> _PROBLEM DETAILS_: For the records below, say how many lines contain the string "stream". Give no other text.

> _DATA_:
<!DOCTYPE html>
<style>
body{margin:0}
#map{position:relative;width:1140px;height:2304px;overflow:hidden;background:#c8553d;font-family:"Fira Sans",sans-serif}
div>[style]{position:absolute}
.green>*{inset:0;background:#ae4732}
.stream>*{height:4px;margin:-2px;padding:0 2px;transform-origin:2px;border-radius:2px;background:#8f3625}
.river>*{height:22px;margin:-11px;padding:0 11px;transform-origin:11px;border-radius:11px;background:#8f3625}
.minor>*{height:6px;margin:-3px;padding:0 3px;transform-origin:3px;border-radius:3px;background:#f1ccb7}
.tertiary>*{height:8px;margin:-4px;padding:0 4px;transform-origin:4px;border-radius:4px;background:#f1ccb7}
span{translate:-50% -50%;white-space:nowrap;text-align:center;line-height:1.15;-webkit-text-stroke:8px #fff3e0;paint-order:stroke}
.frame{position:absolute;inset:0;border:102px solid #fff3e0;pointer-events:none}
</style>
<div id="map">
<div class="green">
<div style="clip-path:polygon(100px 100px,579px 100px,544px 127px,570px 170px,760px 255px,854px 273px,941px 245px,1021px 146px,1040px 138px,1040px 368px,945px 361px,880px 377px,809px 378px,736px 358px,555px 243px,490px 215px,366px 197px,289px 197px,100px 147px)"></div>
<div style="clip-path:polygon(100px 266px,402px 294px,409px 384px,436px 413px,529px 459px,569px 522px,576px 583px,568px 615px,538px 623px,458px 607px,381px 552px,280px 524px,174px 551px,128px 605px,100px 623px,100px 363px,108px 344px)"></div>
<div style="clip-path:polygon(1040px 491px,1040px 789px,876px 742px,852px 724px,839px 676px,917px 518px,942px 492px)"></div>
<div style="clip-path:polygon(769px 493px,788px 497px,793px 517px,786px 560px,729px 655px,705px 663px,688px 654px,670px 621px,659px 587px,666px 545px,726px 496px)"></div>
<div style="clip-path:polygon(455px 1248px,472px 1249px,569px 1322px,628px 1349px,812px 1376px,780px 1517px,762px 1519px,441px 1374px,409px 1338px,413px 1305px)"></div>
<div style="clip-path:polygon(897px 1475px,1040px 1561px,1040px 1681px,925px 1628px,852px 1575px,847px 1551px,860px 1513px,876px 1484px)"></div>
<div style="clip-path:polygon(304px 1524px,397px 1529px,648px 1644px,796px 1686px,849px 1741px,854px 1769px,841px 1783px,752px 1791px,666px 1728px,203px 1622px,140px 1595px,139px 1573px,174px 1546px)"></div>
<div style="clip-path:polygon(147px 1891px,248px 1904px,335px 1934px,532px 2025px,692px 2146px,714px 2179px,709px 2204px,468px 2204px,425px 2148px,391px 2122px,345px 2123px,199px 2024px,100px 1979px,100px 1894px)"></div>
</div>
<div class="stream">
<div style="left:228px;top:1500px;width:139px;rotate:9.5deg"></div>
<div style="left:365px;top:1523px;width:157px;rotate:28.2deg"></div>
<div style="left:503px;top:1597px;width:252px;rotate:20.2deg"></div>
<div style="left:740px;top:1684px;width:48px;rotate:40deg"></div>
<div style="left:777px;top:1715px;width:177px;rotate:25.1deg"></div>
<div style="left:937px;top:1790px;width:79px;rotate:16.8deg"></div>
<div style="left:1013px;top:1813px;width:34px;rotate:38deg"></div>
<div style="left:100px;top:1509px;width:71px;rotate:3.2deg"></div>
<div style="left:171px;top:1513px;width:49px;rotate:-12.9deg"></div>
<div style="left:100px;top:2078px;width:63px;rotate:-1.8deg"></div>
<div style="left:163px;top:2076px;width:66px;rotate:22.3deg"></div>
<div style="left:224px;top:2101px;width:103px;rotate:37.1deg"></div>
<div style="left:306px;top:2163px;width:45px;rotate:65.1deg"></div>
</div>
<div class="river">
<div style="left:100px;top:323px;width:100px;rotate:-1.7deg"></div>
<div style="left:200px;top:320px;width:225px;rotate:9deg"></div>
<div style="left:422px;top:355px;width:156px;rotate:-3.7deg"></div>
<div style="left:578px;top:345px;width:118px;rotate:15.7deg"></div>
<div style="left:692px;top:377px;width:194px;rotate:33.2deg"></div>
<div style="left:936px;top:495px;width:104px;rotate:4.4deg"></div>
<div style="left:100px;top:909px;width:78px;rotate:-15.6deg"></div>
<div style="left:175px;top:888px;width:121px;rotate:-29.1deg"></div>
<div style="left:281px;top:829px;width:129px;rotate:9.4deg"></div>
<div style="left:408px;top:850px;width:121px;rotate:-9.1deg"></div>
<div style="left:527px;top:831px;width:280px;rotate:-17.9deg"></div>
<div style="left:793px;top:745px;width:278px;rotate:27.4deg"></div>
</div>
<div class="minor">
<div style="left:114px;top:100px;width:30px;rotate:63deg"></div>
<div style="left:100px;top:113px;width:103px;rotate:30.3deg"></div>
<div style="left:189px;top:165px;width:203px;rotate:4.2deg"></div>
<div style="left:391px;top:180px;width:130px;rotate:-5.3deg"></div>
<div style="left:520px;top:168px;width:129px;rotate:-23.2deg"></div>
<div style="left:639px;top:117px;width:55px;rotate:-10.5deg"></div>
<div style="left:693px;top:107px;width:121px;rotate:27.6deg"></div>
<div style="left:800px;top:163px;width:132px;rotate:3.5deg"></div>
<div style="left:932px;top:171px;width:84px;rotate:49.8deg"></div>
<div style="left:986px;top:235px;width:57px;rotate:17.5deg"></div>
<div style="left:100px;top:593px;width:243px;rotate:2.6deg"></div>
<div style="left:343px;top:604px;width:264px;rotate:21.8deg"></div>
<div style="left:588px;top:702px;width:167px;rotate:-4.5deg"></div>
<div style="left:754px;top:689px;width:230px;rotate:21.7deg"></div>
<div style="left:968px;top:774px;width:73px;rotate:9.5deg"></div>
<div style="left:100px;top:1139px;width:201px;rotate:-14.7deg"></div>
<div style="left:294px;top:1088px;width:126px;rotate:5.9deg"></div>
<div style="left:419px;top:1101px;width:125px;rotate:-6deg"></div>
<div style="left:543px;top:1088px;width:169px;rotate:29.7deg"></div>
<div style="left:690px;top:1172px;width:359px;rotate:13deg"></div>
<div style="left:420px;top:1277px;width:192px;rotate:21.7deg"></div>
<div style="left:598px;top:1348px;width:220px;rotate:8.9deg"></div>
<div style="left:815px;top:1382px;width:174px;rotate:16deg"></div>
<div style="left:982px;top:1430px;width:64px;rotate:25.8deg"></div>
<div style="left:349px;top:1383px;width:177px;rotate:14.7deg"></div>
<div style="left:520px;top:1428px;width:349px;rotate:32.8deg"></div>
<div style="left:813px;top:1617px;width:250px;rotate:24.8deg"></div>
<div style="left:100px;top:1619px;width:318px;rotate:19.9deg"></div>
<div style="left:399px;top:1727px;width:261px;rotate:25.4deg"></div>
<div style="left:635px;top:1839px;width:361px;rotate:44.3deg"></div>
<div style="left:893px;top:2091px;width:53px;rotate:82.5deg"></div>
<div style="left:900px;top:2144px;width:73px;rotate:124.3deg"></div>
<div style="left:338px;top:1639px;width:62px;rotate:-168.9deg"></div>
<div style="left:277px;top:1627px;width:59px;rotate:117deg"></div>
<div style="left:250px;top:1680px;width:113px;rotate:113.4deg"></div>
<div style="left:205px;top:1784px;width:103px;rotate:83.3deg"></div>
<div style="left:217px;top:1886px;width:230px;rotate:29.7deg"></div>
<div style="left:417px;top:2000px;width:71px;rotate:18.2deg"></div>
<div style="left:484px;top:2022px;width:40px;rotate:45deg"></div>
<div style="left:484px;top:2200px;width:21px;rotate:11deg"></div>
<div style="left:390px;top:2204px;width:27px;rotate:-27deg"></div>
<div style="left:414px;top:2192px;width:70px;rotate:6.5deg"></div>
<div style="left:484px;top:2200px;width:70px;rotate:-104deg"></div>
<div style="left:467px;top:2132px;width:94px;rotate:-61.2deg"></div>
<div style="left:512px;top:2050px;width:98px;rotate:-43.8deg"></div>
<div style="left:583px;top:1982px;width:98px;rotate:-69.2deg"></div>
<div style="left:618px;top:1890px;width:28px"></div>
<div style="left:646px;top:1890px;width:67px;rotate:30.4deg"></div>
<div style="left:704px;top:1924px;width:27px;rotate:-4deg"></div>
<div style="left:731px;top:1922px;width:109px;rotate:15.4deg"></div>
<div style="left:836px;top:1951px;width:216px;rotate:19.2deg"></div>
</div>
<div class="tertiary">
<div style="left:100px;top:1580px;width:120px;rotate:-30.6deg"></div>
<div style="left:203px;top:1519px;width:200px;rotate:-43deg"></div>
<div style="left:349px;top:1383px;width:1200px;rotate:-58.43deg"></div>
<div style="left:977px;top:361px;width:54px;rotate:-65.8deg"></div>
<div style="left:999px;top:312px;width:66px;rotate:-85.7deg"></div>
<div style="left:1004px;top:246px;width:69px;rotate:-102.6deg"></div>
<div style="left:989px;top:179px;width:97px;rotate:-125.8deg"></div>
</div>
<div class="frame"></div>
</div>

> _RESULT BELOW_: 2